Work item:
Copy every entry word for word. Skip the pictures.

[Dataset entries]
|---|

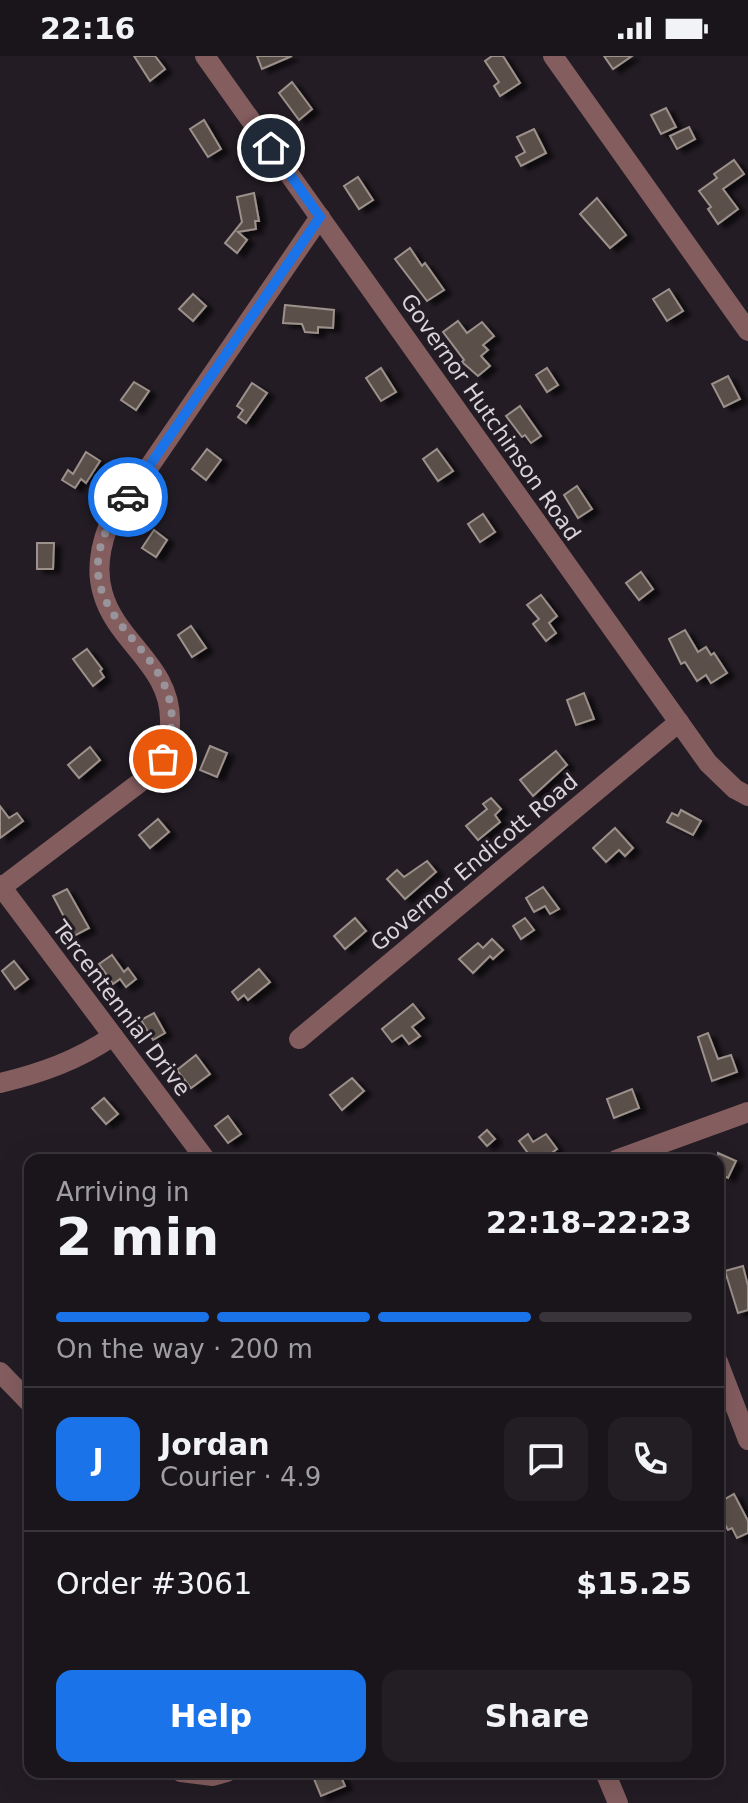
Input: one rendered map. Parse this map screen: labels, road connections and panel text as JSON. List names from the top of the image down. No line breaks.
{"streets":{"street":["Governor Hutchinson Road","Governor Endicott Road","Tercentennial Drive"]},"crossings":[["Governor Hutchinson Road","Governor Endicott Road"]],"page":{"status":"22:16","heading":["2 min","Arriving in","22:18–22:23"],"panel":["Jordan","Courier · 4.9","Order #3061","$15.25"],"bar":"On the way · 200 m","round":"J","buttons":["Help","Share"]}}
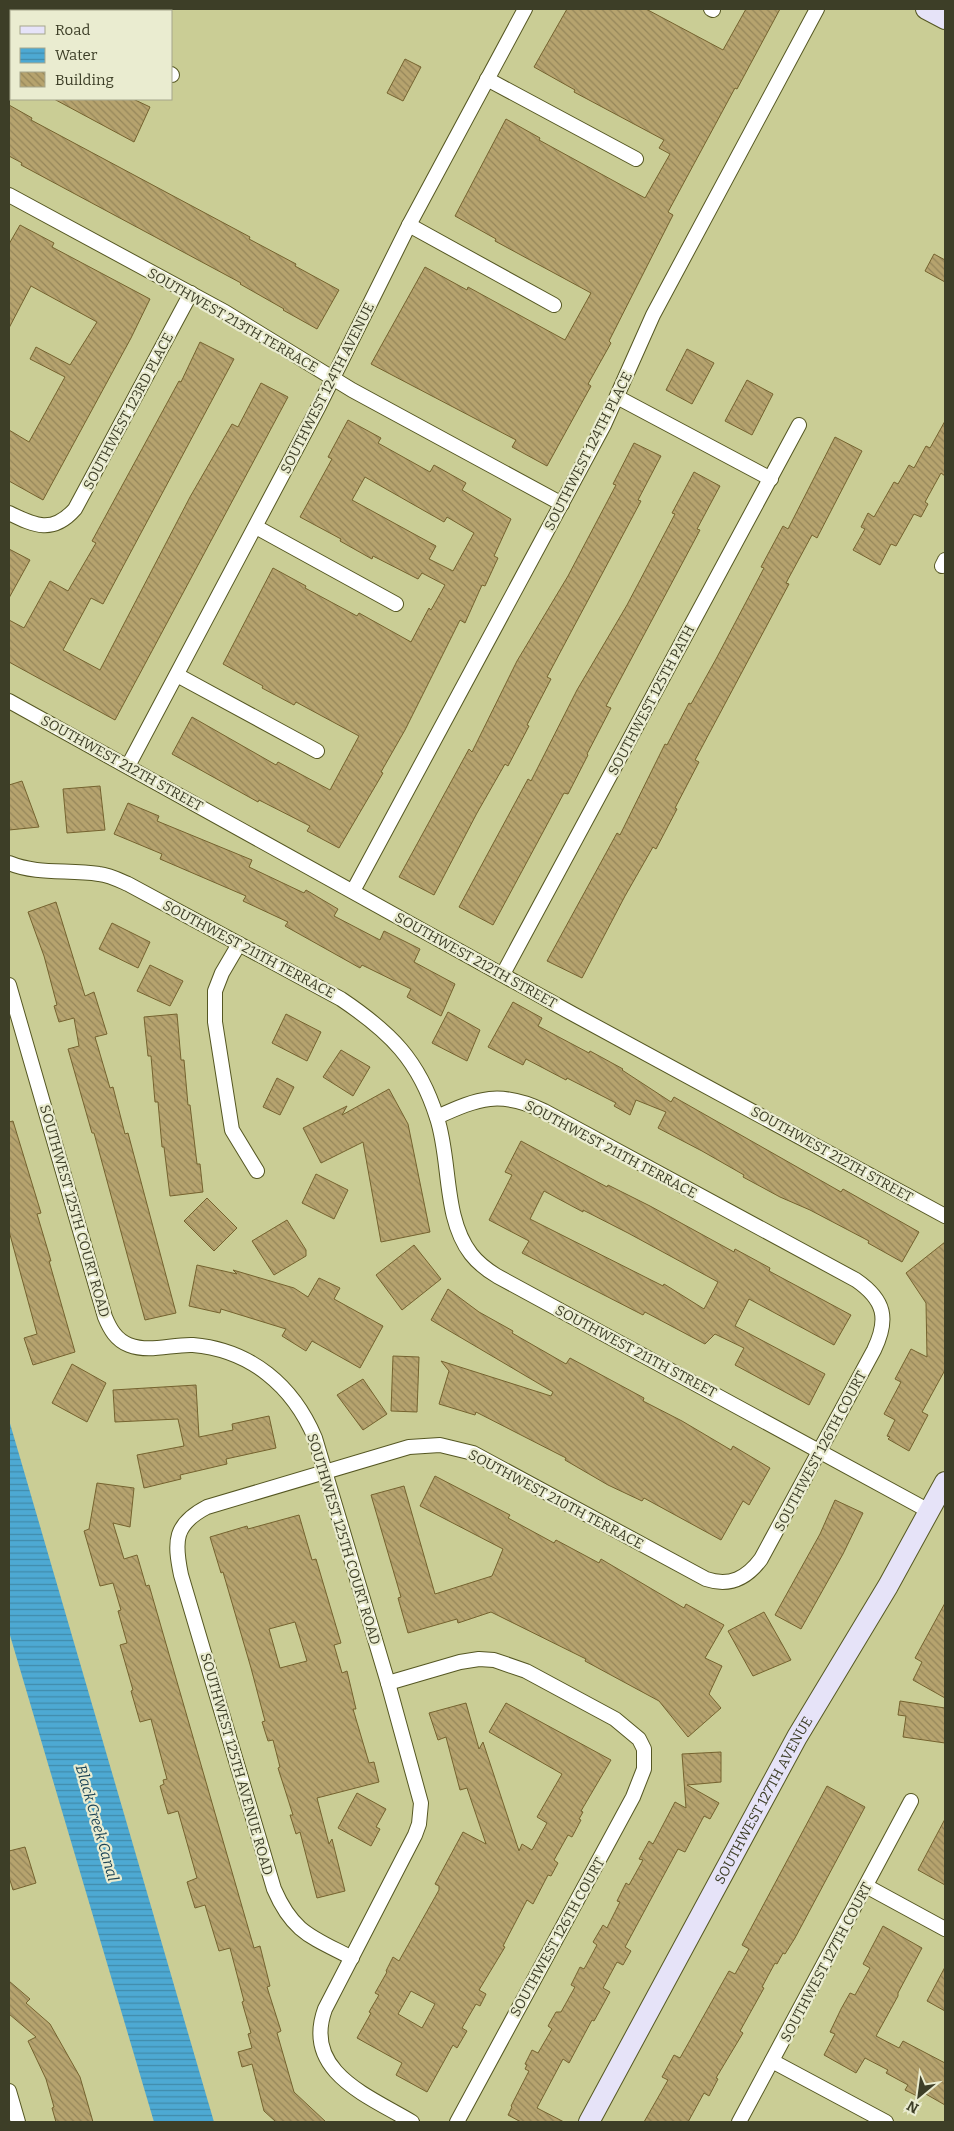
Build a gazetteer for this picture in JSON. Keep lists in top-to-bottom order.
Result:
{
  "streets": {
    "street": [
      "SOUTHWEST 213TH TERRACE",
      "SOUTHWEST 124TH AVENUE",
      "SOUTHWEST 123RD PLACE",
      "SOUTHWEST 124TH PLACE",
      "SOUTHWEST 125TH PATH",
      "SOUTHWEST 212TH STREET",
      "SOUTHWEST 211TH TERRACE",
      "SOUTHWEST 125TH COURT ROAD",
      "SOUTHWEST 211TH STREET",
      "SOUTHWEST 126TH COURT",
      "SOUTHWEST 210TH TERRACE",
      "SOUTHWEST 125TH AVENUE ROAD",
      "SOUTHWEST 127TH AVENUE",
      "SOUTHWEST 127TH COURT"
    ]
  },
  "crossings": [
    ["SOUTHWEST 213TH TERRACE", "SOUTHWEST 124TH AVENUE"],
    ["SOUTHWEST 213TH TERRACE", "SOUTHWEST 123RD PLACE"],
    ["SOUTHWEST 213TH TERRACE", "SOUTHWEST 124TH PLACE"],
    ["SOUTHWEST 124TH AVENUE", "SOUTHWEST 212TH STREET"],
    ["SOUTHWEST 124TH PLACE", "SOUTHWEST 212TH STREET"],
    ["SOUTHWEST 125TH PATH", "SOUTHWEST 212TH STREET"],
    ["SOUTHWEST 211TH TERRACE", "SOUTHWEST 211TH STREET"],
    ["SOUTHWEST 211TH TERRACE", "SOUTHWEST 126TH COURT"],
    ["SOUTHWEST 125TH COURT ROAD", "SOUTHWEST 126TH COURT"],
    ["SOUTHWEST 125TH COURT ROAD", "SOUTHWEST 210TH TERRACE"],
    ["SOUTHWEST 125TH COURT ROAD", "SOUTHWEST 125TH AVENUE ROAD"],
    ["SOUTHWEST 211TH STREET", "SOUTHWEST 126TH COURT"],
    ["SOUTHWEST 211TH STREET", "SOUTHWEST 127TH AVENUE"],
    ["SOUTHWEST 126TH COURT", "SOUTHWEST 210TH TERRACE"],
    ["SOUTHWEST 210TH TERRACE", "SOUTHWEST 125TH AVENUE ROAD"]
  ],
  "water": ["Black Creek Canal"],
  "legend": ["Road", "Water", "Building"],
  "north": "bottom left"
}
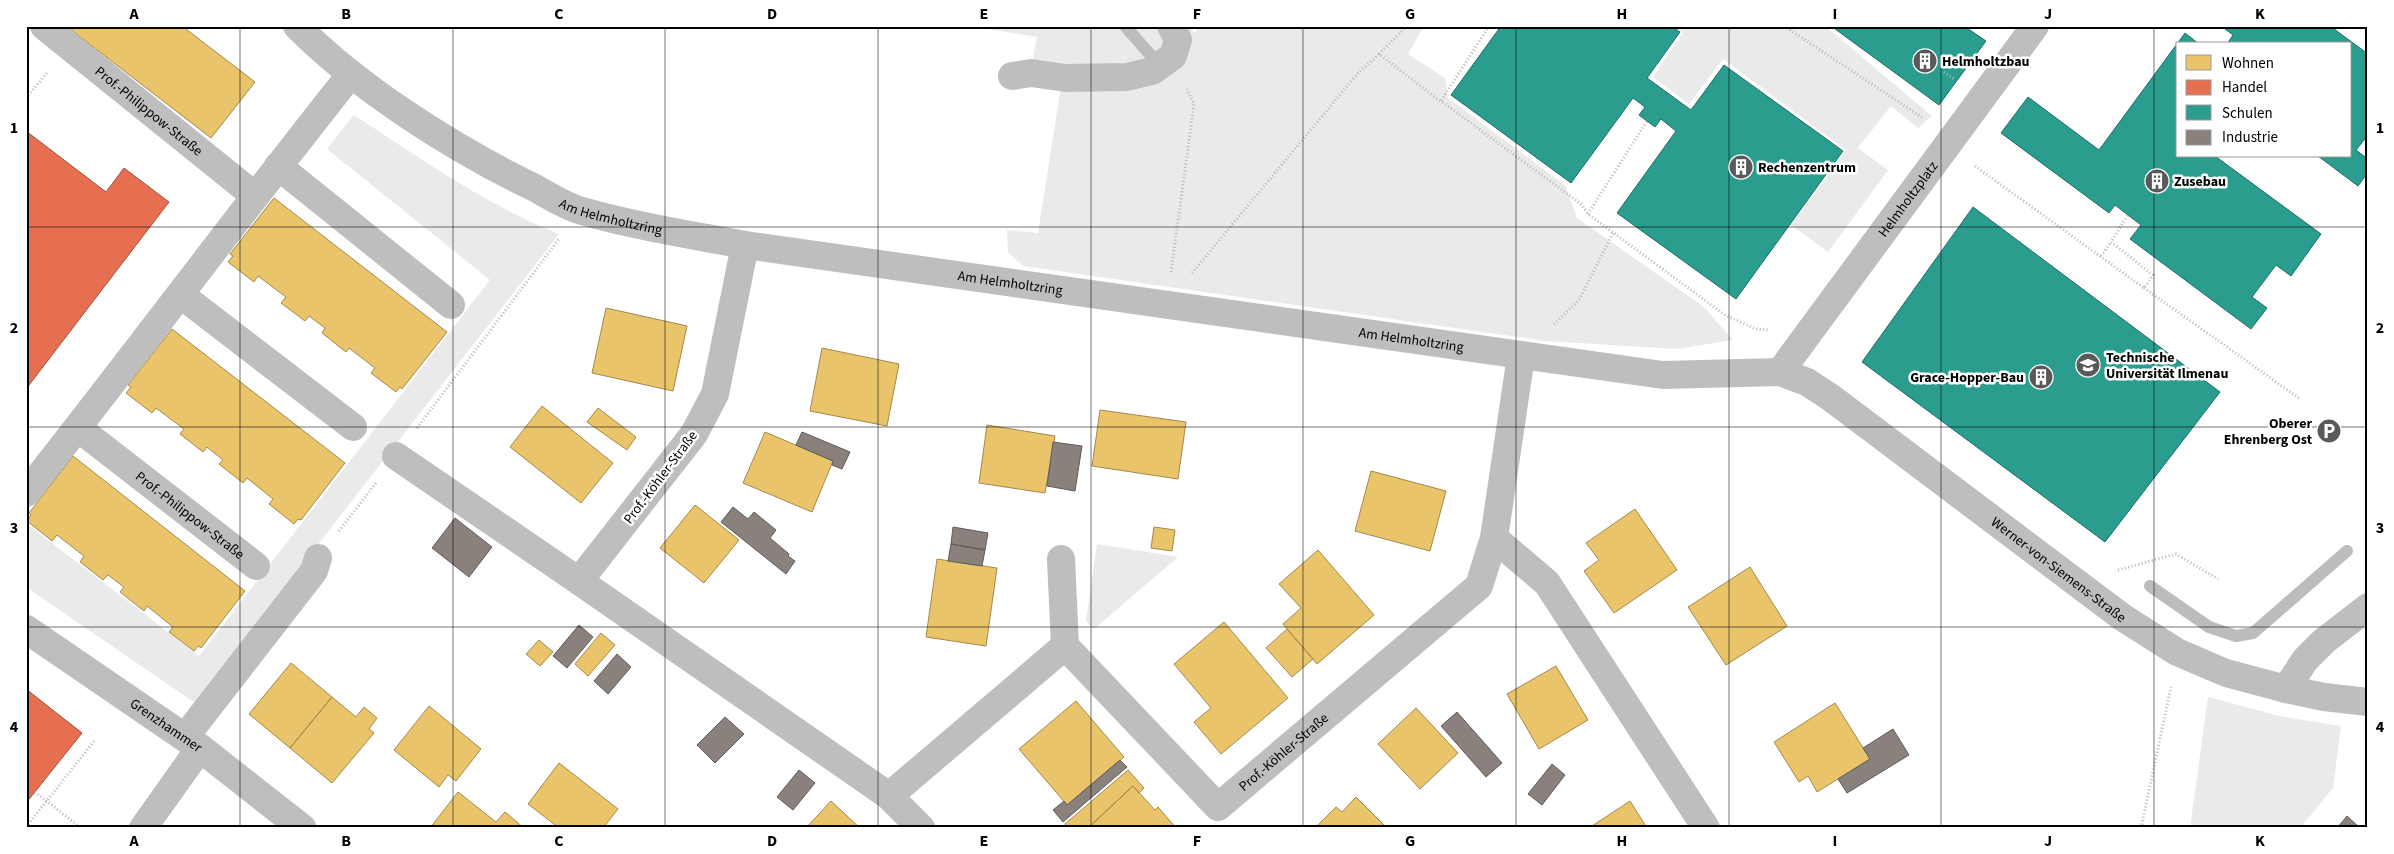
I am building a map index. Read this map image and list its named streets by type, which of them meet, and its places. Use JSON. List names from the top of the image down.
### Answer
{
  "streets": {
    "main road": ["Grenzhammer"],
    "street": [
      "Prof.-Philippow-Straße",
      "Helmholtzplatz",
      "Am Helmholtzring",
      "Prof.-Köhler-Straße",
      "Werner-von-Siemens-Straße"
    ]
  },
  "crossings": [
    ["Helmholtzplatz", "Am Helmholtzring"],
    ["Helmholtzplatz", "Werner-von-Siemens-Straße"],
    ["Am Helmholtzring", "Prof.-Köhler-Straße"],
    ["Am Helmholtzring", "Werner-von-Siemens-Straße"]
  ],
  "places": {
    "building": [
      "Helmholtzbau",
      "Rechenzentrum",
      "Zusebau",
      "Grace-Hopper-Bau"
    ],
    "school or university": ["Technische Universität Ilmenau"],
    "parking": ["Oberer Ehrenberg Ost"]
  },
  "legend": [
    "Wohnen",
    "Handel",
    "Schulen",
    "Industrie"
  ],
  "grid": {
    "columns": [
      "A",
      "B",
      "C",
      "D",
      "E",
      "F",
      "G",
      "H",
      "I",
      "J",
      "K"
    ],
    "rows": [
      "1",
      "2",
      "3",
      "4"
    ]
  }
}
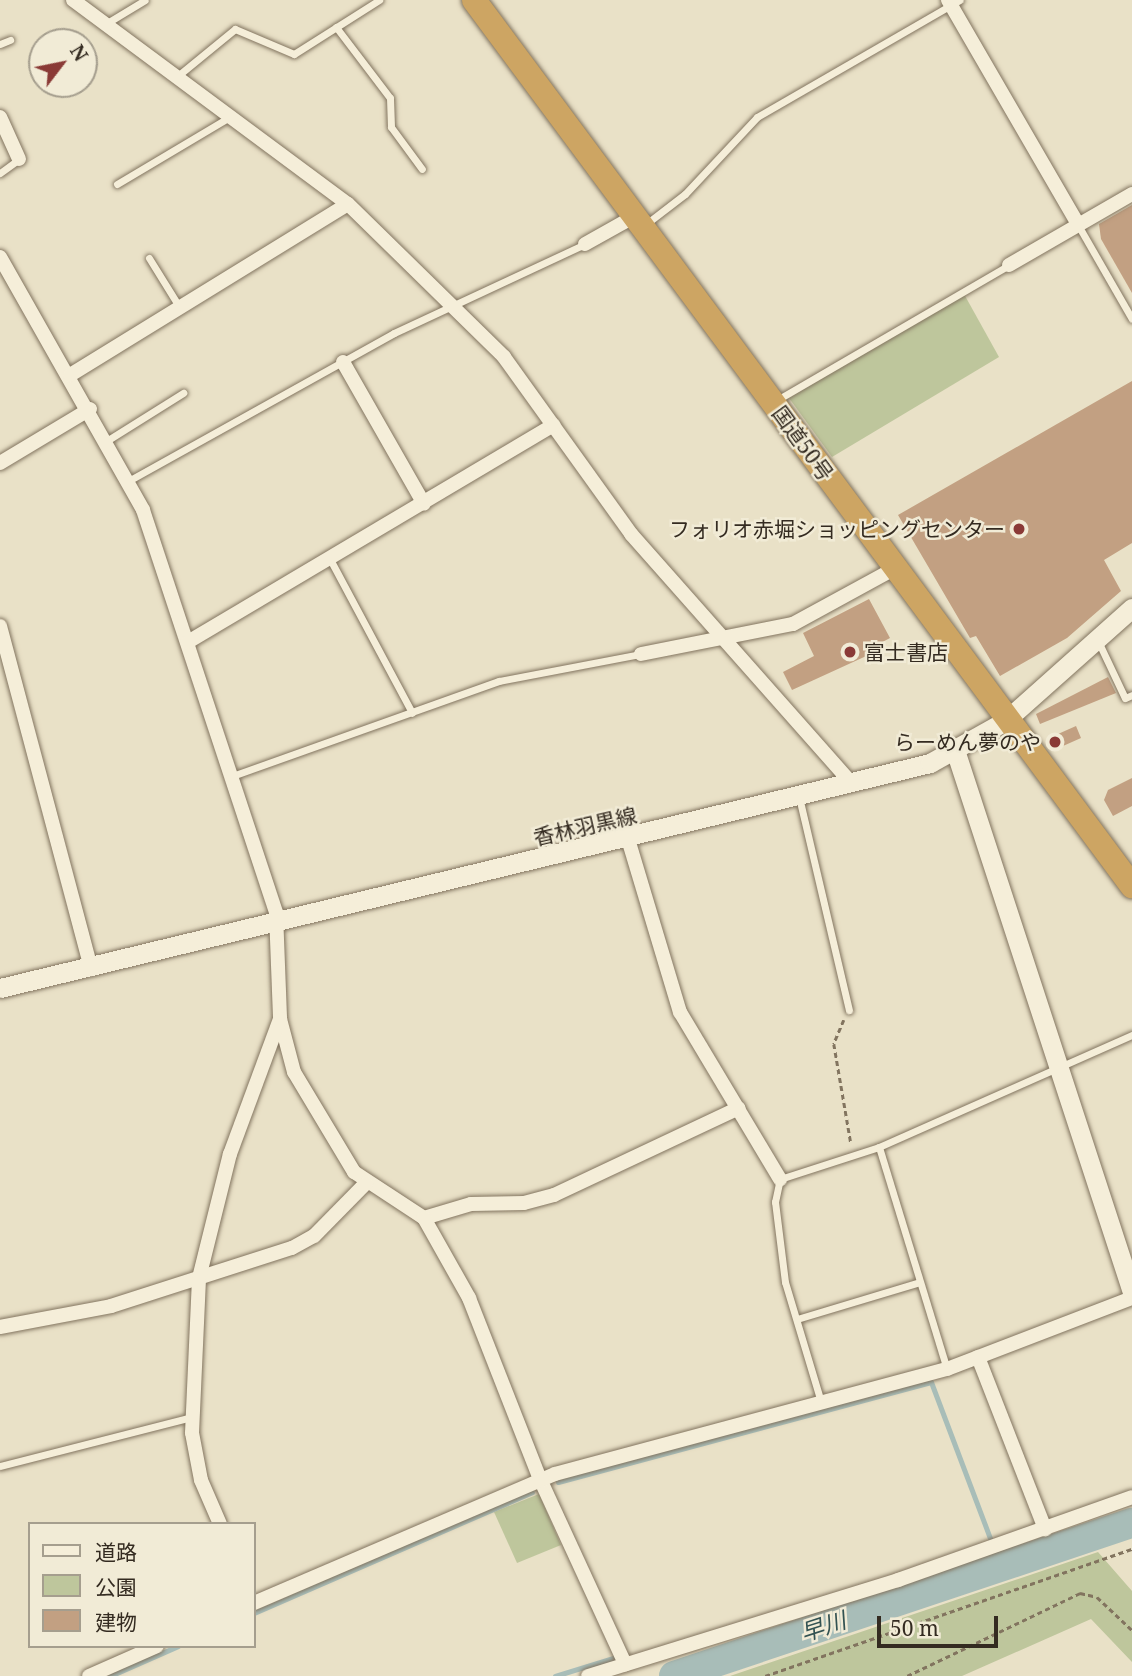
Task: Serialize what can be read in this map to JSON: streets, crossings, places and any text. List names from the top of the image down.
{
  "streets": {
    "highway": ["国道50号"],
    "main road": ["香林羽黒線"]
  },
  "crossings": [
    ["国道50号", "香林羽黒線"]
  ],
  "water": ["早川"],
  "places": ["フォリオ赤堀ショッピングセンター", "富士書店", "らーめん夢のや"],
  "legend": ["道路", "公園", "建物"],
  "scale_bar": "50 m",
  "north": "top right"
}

|---|

Answer section:
Input: one rendered map. Parse this map screen: labels, road connections and panel text as JSON. List names from the top of the image down. No line breaks.
{"streets":{"street":["Governor Hutchinson Road","Governor Endicott Road","Tercentennial Drive"]},"crossings":[["Governor Hutchinson Road","Governor Endicott Road"]],"page":{"status":"22:16","heading":["2 min","Arriving in","22:18–22:23"],"panel":["Jordan","Courier · 4.9","Order #3061","$15.25"],"bar":"On the way · 200 m","round":"J","buttons":["Help","Share"]}}
Build a gazetteer for this picture in JSON. Keep lists in top-to-bottom order.
Result:
{
  "streets": {
    "street": [
      "SOUTHWEST 213TH TERRACE",
      "SOUTHWEST 124TH AVENUE",
      "SOUTHWEST 123RD PLACE",
      "SOUTHWEST 124TH PLACE",
      "SOUTHWEST 125TH PATH",
      "SOUTHWEST 212TH STREET",
      "SOUTHWEST 211TH TERRACE",
      "SOUTHWEST 125TH COURT ROAD",
      "SOUTHWEST 211TH STREET",
      "SOUTHWEST 126TH COURT",
      "SOUTHWEST 210TH TERRACE",
      "SOUTHWEST 125TH AVENUE ROAD",
      "SOUTHWEST 127TH AVENUE",
      "SOUTHWEST 127TH COURT"
    ]
  },
  "crossings": [
    ["SOUTHWEST 213TH TERRACE", "SOUTHWEST 124TH AVENUE"],
    ["SOUTHWEST 213TH TERRACE", "SOUTHWEST 123RD PLACE"],
    ["SOUTHWEST 213TH TERRACE", "SOUTHWEST 124TH PLACE"],
    ["SOUTHWEST 124TH AVENUE", "SOUTHWEST 212TH STREET"],
    ["SOUTHWEST 124TH PLACE", "SOUTHWEST 212TH STREET"],
    ["SOUTHWEST 125TH PATH", "SOUTHWEST 212TH STREET"],
    ["SOUTHWEST 211TH TERRACE", "SOUTHWEST 211TH STREET"],
    ["SOUTHWEST 211TH TERRACE", "SOUTHWEST 126TH COURT"],
    ["SOUTHWEST 125TH COURT ROAD", "SOUTHWEST 126TH COURT"],
    ["SOUTHWEST 125TH COURT ROAD", "SOUTHWEST 210TH TERRACE"],
    ["SOUTHWEST 125TH COURT ROAD", "SOUTHWEST 125TH AVENUE ROAD"],
    ["SOUTHWEST 211TH STREET", "SOUTHWEST 126TH COURT"],
    ["SOUTHWEST 211TH STREET", "SOUTHWEST 127TH AVENUE"],
    ["SOUTHWEST 126TH COURT", "SOUTHWEST 210TH TERRACE"],
    ["SOUTHWEST 210TH TERRACE", "SOUTHWEST 125TH AVENUE ROAD"]
  ],
  "water": ["Black Creek Canal"],
  "legend": ["Road", "Water", "Building"],
  "north": "bottom left"
}
I am building a map index. Read this map image and list its named streets by type, which of them meet, and its places. Use JSON. List names from the top of the image down.
### Answer
{
  "streets": {
    "main road": ["Grenzhammer"],
    "street": [
      "Prof.-Philippow-Straße",
      "Helmholtzplatz",
      "Am Helmholtzring",
      "Prof.-Köhler-Straße",
      "Werner-von-Siemens-Straße"
    ]
  },
  "crossings": [
    ["Helmholtzplatz", "Am Helmholtzring"],
    ["Helmholtzplatz", "Werner-von-Siemens-Straße"],
    ["Am Helmholtzring", "Prof.-Köhler-Straße"],
    ["Am Helmholtzring", "Werner-von-Siemens-Straße"]
  ],
  "places": {
    "building": [
      "Helmholtzbau",
      "Rechenzentrum",
      "Zusebau",
      "Grace-Hopper-Bau"
    ],
    "school or university": ["Technische Universität Ilmenau"],
    "parking": ["Oberer Ehrenberg Ost"]
  },
  "legend": [
    "Wohnen",
    "Handel",
    "Schulen",
    "Industrie"
  ],
  "grid": {
    "columns": [
      "A",
      "B",
      "C",
      "D",
      "E",
      "F",
      "G",
      "H",
      "I",
      "J",
      "K"
    ],
    "rows": [
      "1",
      "2",
      "3",
      "4"
    ]
  }
}
Task: Serialize what can be read in this map to JSON: streets, crossings, places and any text. List names from the top of the image down.
{
  "streets": {
    "highway": ["国道50号"],
    "main road": ["香林羽黒線"]
  },
  "crossings": [
    ["国道50号", "香林羽黒線"]
  ],
  "water": ["早川"],
  "places": ["フォリオ赤堀ショッピングセンター", "富士書店", "らーめん夢のや"],
  "legend": ["道路", "公園", "建物"],
  "scale_bar": "50 m",
  "north": "top right"
}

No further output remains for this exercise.